History
A 27-year-old man attends your clinic with a 3-day history of a severe burning itch over his hands associated with localized blistering and similar although less severe changes on his feet. He is otherwise well, although he did suffer from asthma is childhood and occasionally still experiences hay fever. He is on no medication. He works as a graphic designer and his hobbies include cycling and football, he has no exposure to allergens or irritants. He is unaware of any triggering factor.
Examination
He has diffuse vesicles, coalescing to form tense bullae over the palmar aspects of both hands extending into the interdigital spaces (Fig. 5.1) and onto the dorsa of his fingers and hand. In addition he has erythema, maceration, fissuring and peeling between the 4th and 5th toes on the left side and bilateral but asymmetrical (left worse than right) purulent vesicles over the insteps.
Questions
• What is the diagnosis?
• What investigations would you perform?
• What treatments would you initiate?
The diagnosis is pompholyx or dyshidrotic eczema, the symmetrical and diffuse clear ves-icles over the palmar aspect of the hands associated with pruritus are highly suggestive and the diagnosis is based on clinical features. Other differential diagnoses to consider include contact dermatitis (irritant or allergic), friction blisters (e.g. epidermolysis bullosa simplex), herpes simplex infection, and palmoplantar pustular psoriasis. Atopy appears to be a predisposing factor for pompholyx. There are several potential triggers of pompholyx including stress and as an ‘id reaction’ to a distant dermatophyte infection. In this case the features of interdigital maceration associated with inflamma-tory pustules and vesicles on the instep are suggestive of inflammatory tinea pedis. Investigations should include scrapings from the feet (interdigital spaces and affected areas over the plantar aspects) and hands for mycological tests (direct microscopy and culture). In this case, scrapings from the feet demonstrated hyphae and spores on direct microscopy with subsequent culture confirming the presence of the zoophilic organism Trichophyton mentagrophytes var. mentagrophytes. There was no fungal infection of the hands. Treatment of a pompholyx ‘id reaction’ involves treatment of the tinea pedis as well as treatment of the pompholyx itself. Inflammatory tinea pedis is usually managed with sys-temic antifungal therapy (itraconzole, terbinafine or fluconazole).

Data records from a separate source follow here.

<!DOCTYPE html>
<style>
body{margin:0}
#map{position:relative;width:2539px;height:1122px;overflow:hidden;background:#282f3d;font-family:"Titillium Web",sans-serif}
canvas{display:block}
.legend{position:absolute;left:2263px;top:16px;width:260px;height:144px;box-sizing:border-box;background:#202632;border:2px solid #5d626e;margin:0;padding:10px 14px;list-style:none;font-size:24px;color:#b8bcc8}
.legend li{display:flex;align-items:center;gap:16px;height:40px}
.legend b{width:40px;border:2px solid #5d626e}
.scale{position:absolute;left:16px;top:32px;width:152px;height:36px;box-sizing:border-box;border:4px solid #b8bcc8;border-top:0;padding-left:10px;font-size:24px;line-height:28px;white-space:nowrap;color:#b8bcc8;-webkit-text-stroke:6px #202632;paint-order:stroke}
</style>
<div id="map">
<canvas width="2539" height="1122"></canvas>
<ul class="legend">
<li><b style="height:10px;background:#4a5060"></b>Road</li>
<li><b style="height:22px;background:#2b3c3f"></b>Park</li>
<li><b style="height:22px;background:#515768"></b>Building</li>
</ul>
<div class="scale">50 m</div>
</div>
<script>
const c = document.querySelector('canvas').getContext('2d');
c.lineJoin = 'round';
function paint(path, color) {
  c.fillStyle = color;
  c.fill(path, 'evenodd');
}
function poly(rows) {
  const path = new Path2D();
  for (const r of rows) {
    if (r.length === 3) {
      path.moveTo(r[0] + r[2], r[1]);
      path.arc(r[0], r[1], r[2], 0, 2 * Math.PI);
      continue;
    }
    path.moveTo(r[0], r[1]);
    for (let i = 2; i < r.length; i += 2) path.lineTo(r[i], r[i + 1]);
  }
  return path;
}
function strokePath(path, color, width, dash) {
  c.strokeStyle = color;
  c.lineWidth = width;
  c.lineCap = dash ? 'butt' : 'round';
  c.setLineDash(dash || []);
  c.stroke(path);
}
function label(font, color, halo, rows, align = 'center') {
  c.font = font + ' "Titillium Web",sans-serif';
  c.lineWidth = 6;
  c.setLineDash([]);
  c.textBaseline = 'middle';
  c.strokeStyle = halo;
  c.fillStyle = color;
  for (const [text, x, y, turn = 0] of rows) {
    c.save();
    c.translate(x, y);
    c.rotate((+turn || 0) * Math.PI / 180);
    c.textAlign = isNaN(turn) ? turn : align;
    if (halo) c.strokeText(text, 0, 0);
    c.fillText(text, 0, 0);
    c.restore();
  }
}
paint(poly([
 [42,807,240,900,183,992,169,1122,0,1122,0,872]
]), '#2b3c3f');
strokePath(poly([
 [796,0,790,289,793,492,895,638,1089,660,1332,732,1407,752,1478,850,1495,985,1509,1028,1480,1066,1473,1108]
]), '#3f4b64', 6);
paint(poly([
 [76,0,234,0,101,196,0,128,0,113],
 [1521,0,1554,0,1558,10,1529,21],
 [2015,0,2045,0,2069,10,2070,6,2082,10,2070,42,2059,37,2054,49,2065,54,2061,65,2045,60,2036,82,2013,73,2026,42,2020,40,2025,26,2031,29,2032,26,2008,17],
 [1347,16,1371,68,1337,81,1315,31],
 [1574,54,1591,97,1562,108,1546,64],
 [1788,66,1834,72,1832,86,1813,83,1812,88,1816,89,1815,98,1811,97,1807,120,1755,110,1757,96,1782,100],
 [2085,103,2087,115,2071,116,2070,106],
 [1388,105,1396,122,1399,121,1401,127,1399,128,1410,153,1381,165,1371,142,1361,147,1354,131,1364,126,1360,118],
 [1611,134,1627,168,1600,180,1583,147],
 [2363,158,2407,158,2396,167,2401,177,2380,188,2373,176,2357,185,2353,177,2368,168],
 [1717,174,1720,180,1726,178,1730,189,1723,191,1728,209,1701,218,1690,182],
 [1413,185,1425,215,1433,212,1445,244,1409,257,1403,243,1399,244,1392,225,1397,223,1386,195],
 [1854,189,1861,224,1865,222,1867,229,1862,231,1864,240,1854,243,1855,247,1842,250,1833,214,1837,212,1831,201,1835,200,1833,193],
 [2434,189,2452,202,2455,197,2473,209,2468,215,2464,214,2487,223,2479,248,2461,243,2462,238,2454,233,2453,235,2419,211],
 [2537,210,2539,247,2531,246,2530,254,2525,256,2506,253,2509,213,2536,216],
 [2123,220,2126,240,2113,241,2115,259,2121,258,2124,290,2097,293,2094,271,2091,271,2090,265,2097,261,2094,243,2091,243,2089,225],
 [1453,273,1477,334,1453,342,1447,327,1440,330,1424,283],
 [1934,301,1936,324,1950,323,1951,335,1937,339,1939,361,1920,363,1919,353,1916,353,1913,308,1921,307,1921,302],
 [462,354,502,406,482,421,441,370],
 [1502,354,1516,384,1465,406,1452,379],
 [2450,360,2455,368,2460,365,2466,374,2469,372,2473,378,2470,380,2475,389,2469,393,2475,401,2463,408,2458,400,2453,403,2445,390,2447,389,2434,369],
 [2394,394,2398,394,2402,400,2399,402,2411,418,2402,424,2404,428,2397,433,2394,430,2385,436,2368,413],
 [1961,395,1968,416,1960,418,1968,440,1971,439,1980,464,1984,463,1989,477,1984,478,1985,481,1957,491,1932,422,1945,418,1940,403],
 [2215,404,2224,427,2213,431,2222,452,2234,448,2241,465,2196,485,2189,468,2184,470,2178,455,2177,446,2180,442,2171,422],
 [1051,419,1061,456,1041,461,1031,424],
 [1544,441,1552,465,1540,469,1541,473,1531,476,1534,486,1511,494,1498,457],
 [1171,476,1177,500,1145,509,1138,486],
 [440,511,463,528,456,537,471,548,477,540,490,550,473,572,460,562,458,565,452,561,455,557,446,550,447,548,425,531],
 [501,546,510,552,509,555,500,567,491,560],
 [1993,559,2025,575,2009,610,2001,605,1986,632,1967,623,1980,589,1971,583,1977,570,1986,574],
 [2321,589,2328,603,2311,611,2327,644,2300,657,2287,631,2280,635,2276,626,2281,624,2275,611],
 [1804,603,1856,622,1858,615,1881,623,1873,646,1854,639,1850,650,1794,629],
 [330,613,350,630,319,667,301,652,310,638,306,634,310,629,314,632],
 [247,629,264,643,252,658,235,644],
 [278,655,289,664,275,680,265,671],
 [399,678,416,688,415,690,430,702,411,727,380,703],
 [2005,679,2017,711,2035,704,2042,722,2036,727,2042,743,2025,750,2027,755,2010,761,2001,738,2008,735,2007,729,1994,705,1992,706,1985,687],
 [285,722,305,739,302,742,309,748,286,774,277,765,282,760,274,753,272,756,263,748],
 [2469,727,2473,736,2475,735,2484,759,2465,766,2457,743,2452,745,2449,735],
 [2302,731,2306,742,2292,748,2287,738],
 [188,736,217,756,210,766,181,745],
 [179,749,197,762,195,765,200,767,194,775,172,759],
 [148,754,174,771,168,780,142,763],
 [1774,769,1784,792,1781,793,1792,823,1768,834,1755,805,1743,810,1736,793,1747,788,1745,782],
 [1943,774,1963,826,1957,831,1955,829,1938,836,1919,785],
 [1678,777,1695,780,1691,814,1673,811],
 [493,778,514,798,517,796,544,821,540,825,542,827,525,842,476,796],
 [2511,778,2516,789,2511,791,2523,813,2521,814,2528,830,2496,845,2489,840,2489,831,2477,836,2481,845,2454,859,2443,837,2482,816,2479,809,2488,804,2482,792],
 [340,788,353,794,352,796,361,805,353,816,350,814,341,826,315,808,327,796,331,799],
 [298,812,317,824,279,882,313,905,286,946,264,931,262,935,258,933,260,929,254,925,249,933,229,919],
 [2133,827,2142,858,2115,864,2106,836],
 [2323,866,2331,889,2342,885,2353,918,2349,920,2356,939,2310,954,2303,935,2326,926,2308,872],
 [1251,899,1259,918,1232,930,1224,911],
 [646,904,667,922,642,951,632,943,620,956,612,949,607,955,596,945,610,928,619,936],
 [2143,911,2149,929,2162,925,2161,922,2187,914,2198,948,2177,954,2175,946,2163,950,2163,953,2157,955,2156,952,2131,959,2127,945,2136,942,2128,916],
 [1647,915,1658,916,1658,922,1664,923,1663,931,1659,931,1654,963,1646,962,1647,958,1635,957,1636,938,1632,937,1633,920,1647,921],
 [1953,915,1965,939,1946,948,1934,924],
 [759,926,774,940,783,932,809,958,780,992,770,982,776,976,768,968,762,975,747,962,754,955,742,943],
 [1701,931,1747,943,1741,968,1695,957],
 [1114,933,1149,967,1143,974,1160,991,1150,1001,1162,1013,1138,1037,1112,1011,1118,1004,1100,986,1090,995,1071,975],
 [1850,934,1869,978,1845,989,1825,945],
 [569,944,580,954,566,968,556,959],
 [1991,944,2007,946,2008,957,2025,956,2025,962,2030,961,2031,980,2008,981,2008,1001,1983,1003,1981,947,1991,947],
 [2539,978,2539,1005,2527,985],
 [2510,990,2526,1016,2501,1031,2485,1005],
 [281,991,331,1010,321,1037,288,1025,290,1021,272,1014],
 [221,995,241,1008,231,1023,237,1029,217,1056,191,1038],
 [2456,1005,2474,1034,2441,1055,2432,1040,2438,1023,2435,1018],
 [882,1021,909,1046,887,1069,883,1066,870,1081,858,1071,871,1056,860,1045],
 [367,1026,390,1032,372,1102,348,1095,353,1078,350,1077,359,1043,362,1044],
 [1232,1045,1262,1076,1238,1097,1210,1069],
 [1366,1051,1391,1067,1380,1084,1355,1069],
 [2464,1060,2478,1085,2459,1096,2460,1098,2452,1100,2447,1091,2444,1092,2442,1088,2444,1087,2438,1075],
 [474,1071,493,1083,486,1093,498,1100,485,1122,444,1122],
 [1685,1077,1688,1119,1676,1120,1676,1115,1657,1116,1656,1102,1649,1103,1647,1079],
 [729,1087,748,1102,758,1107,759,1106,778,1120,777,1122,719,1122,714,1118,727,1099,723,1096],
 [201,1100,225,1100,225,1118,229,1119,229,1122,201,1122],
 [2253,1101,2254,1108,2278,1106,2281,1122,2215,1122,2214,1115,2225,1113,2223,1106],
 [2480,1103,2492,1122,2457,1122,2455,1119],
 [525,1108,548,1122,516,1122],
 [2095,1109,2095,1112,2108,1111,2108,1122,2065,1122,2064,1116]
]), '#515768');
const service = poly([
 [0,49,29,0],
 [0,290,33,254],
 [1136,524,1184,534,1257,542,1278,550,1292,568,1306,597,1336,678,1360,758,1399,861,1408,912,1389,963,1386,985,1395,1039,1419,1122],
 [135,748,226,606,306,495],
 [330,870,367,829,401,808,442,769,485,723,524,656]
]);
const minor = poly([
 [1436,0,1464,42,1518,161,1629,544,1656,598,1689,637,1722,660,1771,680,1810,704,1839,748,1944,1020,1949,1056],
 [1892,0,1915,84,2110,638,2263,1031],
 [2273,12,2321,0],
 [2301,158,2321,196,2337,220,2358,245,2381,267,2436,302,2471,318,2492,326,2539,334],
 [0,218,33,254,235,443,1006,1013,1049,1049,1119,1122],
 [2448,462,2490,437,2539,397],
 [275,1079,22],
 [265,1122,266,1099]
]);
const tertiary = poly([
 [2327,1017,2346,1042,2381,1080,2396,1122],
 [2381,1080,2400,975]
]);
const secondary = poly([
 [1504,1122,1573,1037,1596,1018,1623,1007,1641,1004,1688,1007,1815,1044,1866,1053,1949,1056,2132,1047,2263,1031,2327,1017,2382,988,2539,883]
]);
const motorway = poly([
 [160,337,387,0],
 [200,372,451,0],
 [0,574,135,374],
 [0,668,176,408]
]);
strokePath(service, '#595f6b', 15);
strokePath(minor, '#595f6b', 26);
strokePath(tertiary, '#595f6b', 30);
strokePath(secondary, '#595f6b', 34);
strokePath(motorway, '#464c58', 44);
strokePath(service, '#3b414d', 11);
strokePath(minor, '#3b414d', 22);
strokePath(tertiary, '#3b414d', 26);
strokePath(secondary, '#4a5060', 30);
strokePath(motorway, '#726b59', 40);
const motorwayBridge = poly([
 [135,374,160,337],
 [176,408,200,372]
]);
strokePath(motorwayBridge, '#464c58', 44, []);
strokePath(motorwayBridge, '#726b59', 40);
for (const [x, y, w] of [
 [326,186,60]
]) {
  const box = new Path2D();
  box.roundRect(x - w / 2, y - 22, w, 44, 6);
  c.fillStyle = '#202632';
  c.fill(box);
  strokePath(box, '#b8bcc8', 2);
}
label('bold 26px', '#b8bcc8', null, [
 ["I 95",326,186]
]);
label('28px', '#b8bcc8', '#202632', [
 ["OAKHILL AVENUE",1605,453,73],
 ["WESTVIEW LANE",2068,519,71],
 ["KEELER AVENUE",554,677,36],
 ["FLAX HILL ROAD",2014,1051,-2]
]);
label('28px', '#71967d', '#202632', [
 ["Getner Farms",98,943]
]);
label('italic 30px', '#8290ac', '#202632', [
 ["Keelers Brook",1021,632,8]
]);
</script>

Infected scales can be present on clothing or within footwear, so frequent laundering is recommended. Draining the larger bullae with a sterile needle will reduce the discomfort. Compresses or soaks with dilute potassium permanganate help to dry the vesicles and prevent secondary bac-terial infection. Potent or superpotent topical corticosteroids are the mainstay of therapy. In the short term a combination preparation of topical corticosteroids and antibacterial agent is useful. Occasionally, systemic steroids are required.
KEY POINTS
• Pompholyx occurs as a manifestation of hand eczema, irritant or allergic dermatitis and as an ‘id reaction’ to a distant dermatophyte infection.
• The mainstay of treatment is the prevention of secondary infection and use of potent or superpotent topical corticosteroids as well as identification and eradication of the trigger.